All afternoon I’ve been aware of all the things we’ve become accustomed to tracking constantly, almost unconsciously, things to which I suddenly need pay no more attention: where Dionne is, when she last defecated (and whether either of us had yet cleaned up her and Tucker’s droppings), whether she required a break for exercise; a toy to play with. All trivial and mundane, like the chatter of a talk radio show playing softly in another room. Then someone turns it off, and the silence can be jarring.

All these changes occur every time you turn in a puppy. The surprise, to me, is how the pomp and ceremony of the Turn-In proceedings blunts them. It helps to hear the stories of the folks who are receiving graduate dogs. It helps to experience the sadness of giving up the puppy that you raised in the presence of a cohort of other sad puppy-raisers.

Maybe one other thing that makes this experience worse is that we’re not planning to get another puppy until November. Various commitments make us think we’ll be too distracted between now and then to undertake the responsibility again immediately. Steve was fretting last night. “What if we get out of the rhythm? Maybe we won’t be able to go back to it.”

That I’m not too worried about.



I have’t been able to bring myself to blog during the past couple of weeks. I had a topic: I was going to write about filling in all the paperwork associated with turning in a CCI puppy. I took a picture of the pile.

But then I couldn’t seem to bring myself to sit down and start. It’s tedious work. And filling in those papers is a brutal reminder that one is about to have to give up the puppy that one has been nurturing for the past 18 months.

At the same time I was procrastinating, I continued to worry about the thing that has concerned me since last September. When Dionne finally went into her first heat back then, CCI’s vet tech casually mentioned that most bitches go into heat again six months later. Usually pretty precisely.

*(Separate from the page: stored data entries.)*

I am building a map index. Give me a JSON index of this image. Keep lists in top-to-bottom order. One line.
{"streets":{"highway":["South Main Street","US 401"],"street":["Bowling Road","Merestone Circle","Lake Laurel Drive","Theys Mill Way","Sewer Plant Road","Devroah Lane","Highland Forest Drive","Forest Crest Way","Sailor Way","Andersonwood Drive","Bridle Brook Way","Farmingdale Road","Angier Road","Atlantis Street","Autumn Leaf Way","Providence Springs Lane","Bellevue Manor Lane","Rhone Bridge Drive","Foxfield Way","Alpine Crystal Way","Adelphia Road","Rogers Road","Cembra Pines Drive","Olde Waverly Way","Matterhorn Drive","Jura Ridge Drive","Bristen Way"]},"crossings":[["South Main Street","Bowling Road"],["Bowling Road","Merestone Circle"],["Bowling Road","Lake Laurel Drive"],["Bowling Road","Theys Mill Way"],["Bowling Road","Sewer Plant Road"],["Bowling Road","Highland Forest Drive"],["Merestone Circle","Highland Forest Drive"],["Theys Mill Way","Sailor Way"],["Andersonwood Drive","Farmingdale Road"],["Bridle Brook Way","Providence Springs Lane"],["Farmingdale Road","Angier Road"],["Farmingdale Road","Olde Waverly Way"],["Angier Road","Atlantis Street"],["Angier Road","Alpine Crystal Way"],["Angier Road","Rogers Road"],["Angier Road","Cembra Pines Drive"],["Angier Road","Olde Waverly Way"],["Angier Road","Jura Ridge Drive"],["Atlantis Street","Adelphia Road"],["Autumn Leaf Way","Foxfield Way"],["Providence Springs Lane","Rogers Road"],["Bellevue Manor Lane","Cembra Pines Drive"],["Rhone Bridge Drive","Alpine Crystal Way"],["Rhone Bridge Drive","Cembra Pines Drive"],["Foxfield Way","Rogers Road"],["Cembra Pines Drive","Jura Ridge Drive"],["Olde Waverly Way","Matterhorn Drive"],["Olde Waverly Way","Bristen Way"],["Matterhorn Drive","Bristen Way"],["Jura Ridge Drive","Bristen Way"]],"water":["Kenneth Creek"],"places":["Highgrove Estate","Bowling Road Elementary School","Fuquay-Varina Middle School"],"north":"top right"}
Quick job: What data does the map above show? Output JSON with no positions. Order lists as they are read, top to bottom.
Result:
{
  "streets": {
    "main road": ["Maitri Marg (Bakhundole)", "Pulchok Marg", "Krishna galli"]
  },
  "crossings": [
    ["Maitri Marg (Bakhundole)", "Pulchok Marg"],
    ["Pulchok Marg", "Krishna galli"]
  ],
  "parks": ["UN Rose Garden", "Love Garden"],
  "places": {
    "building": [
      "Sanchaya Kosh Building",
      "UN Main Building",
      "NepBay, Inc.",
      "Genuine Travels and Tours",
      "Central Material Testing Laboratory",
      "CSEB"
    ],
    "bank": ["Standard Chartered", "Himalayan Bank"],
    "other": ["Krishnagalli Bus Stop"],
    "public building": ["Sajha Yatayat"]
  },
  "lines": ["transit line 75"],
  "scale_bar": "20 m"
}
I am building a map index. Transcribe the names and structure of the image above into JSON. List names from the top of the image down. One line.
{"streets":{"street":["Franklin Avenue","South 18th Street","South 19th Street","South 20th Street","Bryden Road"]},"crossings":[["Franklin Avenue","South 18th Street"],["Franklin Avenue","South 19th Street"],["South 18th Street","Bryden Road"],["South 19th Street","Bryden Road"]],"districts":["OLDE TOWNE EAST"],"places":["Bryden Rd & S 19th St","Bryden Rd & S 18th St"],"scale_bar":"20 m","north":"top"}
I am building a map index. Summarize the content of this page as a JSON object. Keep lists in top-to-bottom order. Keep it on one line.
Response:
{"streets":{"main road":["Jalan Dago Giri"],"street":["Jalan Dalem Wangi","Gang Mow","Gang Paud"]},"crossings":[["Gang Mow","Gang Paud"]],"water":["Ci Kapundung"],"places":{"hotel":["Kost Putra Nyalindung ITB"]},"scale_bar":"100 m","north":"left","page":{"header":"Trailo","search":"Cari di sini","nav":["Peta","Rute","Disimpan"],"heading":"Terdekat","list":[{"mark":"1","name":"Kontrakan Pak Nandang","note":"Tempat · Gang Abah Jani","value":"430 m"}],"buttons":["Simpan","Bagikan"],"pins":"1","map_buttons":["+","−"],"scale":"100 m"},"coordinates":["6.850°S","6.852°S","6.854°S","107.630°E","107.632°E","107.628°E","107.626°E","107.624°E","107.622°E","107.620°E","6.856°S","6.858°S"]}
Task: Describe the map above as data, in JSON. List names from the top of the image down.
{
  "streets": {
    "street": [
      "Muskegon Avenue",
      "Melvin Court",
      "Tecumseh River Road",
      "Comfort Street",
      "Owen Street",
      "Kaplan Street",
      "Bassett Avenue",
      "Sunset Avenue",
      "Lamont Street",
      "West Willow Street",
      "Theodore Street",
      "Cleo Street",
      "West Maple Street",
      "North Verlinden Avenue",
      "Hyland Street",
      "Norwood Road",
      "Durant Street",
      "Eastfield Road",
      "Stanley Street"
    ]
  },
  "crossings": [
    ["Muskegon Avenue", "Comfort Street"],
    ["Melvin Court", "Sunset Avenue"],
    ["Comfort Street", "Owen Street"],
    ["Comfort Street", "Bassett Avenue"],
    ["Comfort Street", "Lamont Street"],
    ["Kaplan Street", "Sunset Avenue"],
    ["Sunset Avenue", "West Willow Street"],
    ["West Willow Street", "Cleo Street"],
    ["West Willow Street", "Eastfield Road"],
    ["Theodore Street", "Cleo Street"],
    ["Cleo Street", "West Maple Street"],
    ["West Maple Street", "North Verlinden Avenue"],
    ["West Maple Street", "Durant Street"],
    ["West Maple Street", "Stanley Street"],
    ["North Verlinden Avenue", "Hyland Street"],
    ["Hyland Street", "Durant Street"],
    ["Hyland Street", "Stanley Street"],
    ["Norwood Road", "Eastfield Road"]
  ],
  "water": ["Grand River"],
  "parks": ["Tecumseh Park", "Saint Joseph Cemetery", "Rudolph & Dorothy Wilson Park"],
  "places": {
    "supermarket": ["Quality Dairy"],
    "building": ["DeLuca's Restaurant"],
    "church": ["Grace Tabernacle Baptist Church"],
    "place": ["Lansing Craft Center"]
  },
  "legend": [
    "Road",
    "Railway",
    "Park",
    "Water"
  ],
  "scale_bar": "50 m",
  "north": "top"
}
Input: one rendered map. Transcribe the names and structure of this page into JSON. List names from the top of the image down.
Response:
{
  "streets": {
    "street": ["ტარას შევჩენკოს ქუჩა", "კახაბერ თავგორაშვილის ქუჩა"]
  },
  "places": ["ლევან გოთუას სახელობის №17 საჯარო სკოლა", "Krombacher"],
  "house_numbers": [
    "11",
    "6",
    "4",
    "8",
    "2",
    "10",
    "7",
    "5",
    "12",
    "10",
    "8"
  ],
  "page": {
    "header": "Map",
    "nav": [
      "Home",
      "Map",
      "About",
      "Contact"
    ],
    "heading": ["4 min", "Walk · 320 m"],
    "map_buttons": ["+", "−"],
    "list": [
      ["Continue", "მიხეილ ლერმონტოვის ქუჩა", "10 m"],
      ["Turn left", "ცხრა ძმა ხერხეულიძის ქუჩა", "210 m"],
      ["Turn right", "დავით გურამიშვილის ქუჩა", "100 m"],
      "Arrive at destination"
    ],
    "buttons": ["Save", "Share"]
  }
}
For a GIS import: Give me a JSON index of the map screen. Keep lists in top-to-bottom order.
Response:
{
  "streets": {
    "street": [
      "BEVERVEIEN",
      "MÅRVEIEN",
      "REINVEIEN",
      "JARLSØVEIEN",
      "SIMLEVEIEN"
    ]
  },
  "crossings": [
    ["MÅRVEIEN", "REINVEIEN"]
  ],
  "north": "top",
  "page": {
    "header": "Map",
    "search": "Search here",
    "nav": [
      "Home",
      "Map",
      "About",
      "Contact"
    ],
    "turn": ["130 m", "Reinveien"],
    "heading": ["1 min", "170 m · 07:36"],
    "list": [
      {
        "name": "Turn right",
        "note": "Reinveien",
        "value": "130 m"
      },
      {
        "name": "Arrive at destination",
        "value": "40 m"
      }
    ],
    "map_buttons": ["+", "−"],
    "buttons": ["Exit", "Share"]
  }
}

I realized this would mean Dionne stood a good chance of starting her next cycle around the time she was scheduled to be turned in. I’ve talked to other puppy raisers over the years to whom this had happened, and they all looked pretty disgruntled. You have to take your girl immediately up to Oceanside to be put in Fertility Control confinement, and you miss all the pomp and emotionally satisfying completion provided by the turn-in ceremony.

Yesterday my fears came true. I noticed she seemed to be licking herself a lot, so I swabbed her with a kleenex, and sure enough, a tell-tale red stain appeared. I called CCI and they confirmed that I would have to bring her in as soon as possible.

This is a bit more complicated than usual, as Steve, Dionne, and I are in Phoenix at the moment, attending a professional conference. We brought Darby to it two years ago, and we enjoyed the adulation she inspired. Dionne’s presence has provoked a similar response. In fact, the organizers even had a badge ready for her, when we checked in.

Her badge says, “Puppy Wolfe”

Dionne, of course, is oblivious both to her stardom and to what’s looming on Monday. That’s when I’ll drive her up to Oceanside and hand her over. Then we’ll cross our fingers and hope she gets all this reproductive nonsense over quickly. There’s some hope she could do that, and we could attend the ceremony together. But it’s a slim one.